• Exercise requirements
Send back all of the data, word for word.

(Stored data Opens)

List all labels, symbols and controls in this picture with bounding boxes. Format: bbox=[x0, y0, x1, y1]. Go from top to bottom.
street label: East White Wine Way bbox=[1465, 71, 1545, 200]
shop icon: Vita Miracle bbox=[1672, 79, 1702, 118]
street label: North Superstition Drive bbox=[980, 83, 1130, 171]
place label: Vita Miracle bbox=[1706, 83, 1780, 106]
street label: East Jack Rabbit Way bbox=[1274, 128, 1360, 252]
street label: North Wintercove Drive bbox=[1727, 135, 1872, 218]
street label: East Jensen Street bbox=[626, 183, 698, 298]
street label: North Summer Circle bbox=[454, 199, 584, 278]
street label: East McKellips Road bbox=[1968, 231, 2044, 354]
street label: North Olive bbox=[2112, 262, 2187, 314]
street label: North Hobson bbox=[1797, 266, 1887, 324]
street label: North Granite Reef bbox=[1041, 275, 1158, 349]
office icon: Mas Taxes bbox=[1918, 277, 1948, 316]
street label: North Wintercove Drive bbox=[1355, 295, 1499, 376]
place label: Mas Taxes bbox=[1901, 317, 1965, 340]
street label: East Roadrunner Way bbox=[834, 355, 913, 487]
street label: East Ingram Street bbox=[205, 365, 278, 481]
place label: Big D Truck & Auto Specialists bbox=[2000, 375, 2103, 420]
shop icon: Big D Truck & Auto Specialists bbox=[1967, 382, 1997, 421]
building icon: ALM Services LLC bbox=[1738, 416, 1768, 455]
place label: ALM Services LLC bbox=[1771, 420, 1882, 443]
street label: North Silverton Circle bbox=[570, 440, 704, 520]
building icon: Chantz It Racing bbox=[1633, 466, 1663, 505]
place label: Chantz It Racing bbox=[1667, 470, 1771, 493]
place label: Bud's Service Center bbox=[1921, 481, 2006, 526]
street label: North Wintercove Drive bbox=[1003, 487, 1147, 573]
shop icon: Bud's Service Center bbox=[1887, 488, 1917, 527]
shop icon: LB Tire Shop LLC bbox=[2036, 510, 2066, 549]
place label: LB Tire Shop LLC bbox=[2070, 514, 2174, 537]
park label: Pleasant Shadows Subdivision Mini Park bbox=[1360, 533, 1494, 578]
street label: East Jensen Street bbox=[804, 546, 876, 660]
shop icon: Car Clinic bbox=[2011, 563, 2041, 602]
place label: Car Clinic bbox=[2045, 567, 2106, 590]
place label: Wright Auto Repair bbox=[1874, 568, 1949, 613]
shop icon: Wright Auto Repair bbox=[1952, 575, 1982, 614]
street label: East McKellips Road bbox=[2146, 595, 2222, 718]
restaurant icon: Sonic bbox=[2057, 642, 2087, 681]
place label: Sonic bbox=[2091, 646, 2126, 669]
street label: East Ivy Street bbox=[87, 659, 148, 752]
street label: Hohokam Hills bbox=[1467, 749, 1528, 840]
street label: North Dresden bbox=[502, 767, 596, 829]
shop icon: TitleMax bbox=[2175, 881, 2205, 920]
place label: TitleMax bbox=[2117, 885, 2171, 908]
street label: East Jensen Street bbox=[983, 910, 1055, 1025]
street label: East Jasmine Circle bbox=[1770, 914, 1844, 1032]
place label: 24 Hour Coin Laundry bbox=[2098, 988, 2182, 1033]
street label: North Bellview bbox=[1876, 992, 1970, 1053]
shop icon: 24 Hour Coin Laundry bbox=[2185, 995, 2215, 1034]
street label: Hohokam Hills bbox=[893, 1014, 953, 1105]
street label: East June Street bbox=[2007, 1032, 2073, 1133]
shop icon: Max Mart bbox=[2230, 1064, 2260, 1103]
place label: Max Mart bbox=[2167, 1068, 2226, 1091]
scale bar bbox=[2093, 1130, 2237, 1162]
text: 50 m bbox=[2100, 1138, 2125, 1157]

(Stored data Closes)

• Result of the task
List all labels, symbols and controls in this picture with bounding boxes. Format: bbox=[x0, y0, x1, y1]. Go from top to bottom.
street label: East White Wine Way bbox=[1465, 71, 1545, 200]
shop icon: Vita Miracle bbox=[1672, 79, 1702, 118]
street label: North Superstition Drive bbox=[980, 83, 1130, 171]
place label: Vita Miracle bbox=[1706, 83, 1780, 106]
street label: East Jack Rabbit Way bbox=[1274, 128, 1360, 252]
street label: North Wintercove Drive bbox=[1727, 135, 1872, 218]
street label: East Jensen Street bbox=[626, 183, 698, 298]
street label: North Summer Circle bbox=[454, 199, 584, 278]
street label: East McKellips Road bbox=[1968, 231, 2044, 354]
street label: North Olive bbox=[2112, 262, 2187, 314]
street label: North Hobson bbox=[1797, 266, 1887, 324]
street label: North Granite Reef bbox=[1041, 275, 1158, 349]
office icon: Mas Taxes bbox=[1918, 277, 1948, 316]
street label: North Wintercove Drive bbox=[1355, 295, 1499, 376]
place label: Mas Taxes bbox=[1901, 317, 1965, 340]
street label: East Roadrunner Way bbox=[834, 355, 913, 487]
street label: East Ingram Street bbox=[205, 365, 278, 481]
place label: Big D Truck & Auto Specialists bbox=[2000, 375, 2103, 420]
shop icon: Big D Truck & Auto Specialists bbox=[1967, 382, 1997, 421]
building icon: ALM Services LLC bbox=[1738, 416, 1768, 455]
place label: ALM Services LLC bbox=[1771, 420, 1882, 443]
street label: North Silverton Circle bbox=[570, 440, 704, 520]
building icon: Chantz It Racing bbox=[1633, 466, 1663, 505]
place label: Chantz It Racing bbox=[1667, 470, 1771, 493]
place label: Bud's Service Center bbox=[1921, 481, 2006, 526]
street label: North Wintercove Drive bbox=[1003, 487, 1147, 573]
shop icon: Bud's Service Center bbox=[1887, 488, 1917, 527]
shop icon: LB Tire Shop LLC bbox=[2036, 510, 2066, 549]
place label: LB Tire Shop LLC bbox=[2070, 514, 2174, 537]
park label: Pleasant Shadows Subdivision Mini Park bbox=[1360, 533, 1494, 578]
street label: East Jensen Street bbox=[804, 546, 876, 660]
shop icon: Car Clinic bbox=[2011, 563, 2041, 602]
place label: Car Clinic bbox=[2045, 567, 2106, 590]
place label: Wright Auto Repair bbox=[1874, 568, 1949, 613]
shop icon: Wright Auto Repair bbox=[1952, 575, 1982, 614]
street label: East McKellips Road bbox=[2146, 595, 2222, 718]
restaurant icon: Sonic bbox=[2057, 642, 2087, 681]
place label: Sonic bbox=[2091, 646, 2126, 669]
street label: East Ivy Street bbox=[87, 659, 148, 752]
street label: Hohokam Hills bbox=[1467, 749, 1528, 840]
street label: North Dresden bbox=[502, 767, 596, 829]
shop icon: TitleMax bbox=[2175, 881, 2205, 920]
place label: TitleMax bbox=[2117, 885, 2171, 908]
street label: East Jensen Street bbox=[983, 910, 1055, 1025]
street label: East Jasmine Circle bbox=[1770, 914, 1844, 1032]
place label: 24 Hour Coin Laundry bbox=[2098, 988, 2182, 1033]
street label: North Bellview bbox=[1876, 992, 1970, 1053]
shop icon: 24 Hour Coin Laundry bbox=[2185, 995, 2215, 1034]
street label: Hohokam Hills bbox=[893, 1014, 953, 1105]
street label: East June Street bbox=[2007, 1032, 2073, 1133]
shop icon: Max Mart bbox=[2230, 1064, 2260, 1103]
place label: Max Mart bbox=[2167, 1068, 2226, 1091]
scale bar bbox=[2093, 1130, 2237, 1162]
text: 50 m bbox=[2100, 1138, 2125, 1157]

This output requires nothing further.